The GMB union said it was “miles apart” from the company after talks on pay, staffing levels, changes to rosters and holiday arrangements.
National officer David Hulse said the union will get the results tomorrow of a consultative ballot among members, adding: “Unilateral action by employers will make matters worse.”
Chancellor George Osborne announced major changes to the North Sea tax regime in his Budget last week, in response to difficulties facing the UK oil and gas sector.
He said Petroleum Revenue Tax would be cut from 50% to 35% to support continued production in older fields.
The existing supplementary charge for oil companies will also be cut from 30% to 20%, backdated to January.
Meanwhile Unite’s Scottish secretary, Pat Rafferty, said: “There is no doubt we are witnessing a concerted effort by the offshore industry to impose a race to the bottom on jobs, terms, conditions and ultimately safety across the North Sea.
“Only last week the industry got everything it wanted from the Chancellor in the form of a £1.3 billion tax break, which industry voices claimed was necessary to boost growth and sustainability.
“Instead the cut and gut of ordinary offshore workers’ livelihoods and terms and conditions goes unchallenged while executive pay across oil company majors goes through the roof.
“The only barriers to the industry’s ongoing attacks are the offshore trades unions but we need our politicians to wake up to the reality of what’s happening in the North Sea – it’s a growing scandal which could turn into a catastrophe.”
Lewis Macdonald said: “The announcement of a second round of job cuts at Shell and Taqa is a blow to the North East and to oil and gas workers who now face an uncertain future.

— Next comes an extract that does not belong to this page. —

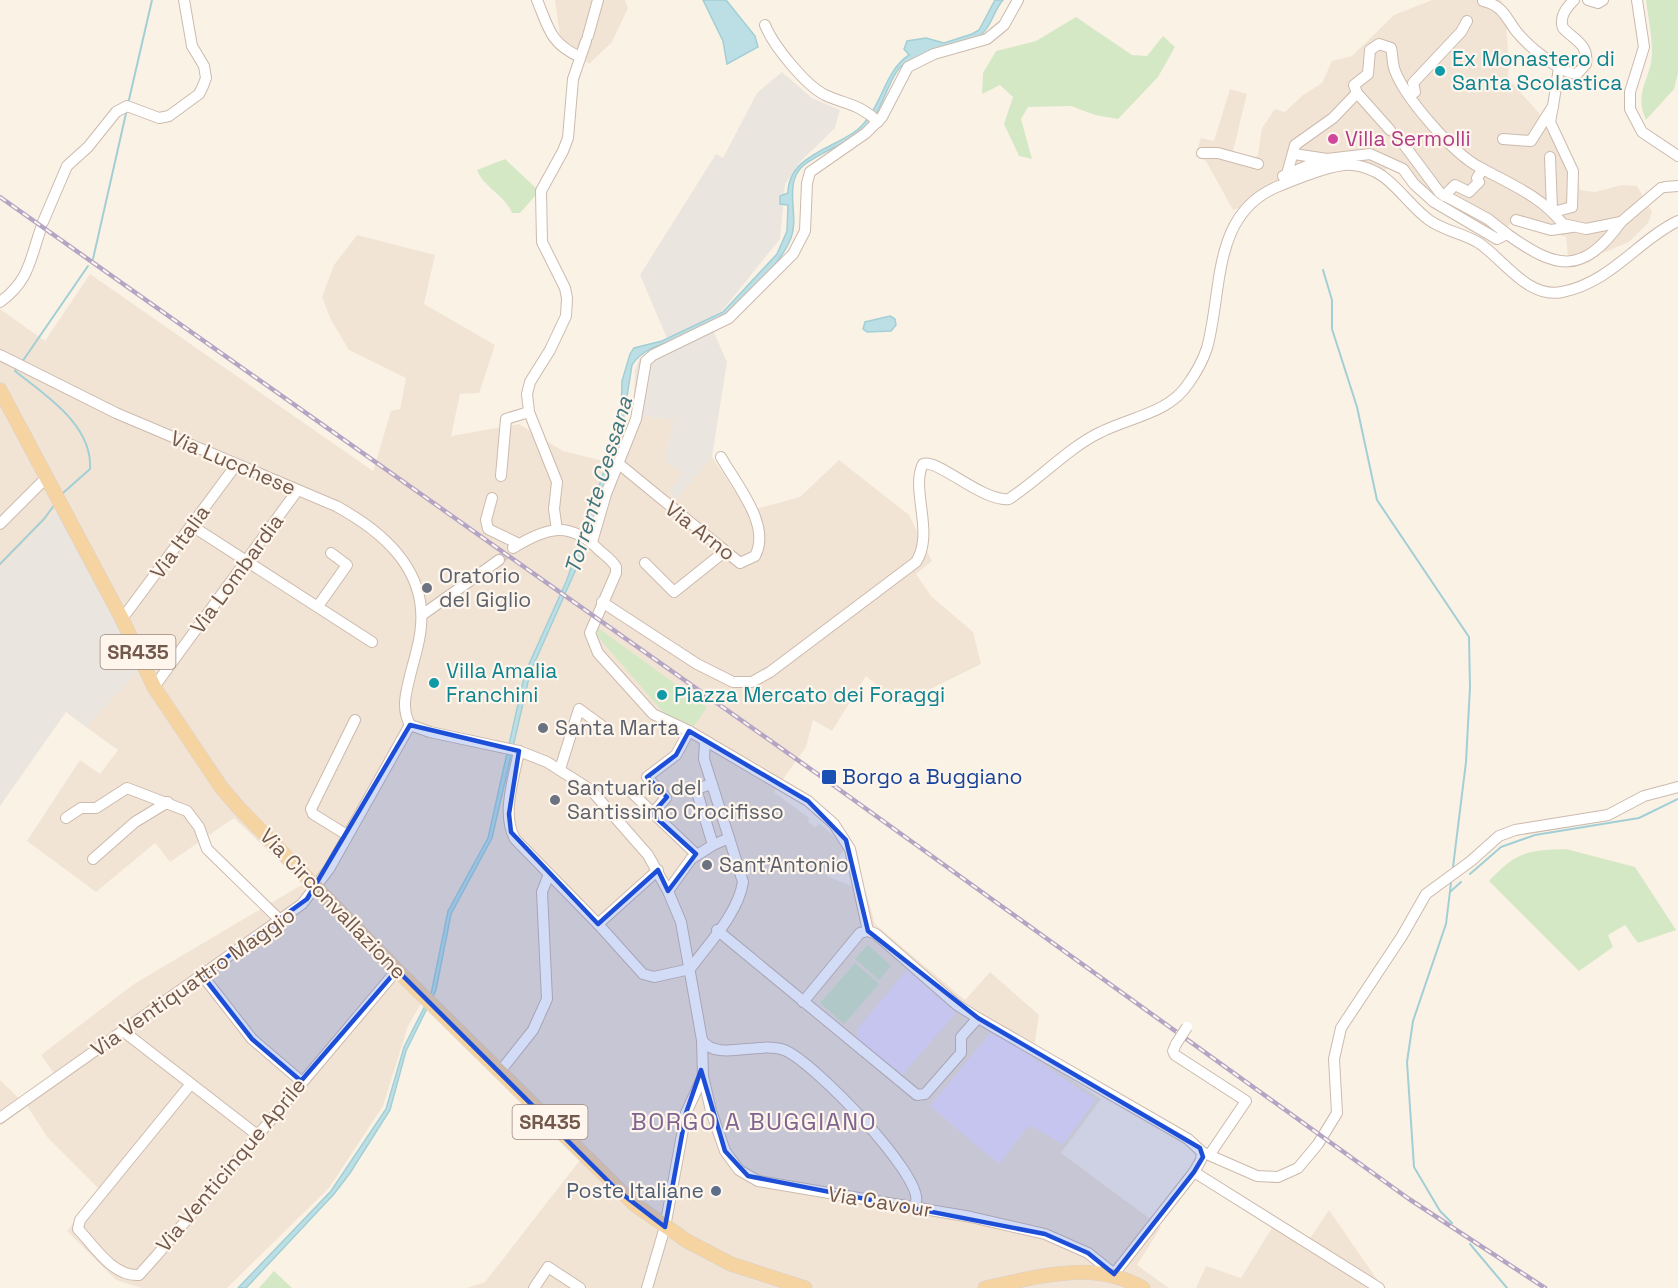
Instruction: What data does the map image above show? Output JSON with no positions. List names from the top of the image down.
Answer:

“Changes are also being imposed on the terns and conditions of those working offshore.
“While some of those losing their jobs in the North Sea will find work in other oil provinces around the world, the reality is that for many older workers and those with families, this is simply not an option.
“This deepening crisis stresses the urgency of infrastructure investment in and around Aberdeen. It is critical that the Scottish Government takes action to anchor the UK oil industry in the North East.
“Ministers need to support transport and housing projects, as well as developing skills, if we are to ensure the long-term survival of the North East oil industry.
“We have always said that changes to the tax regime would not be enough. It is time that Ministers stepped up and took action to project jobs and develop infrastructure in Aberdeen.”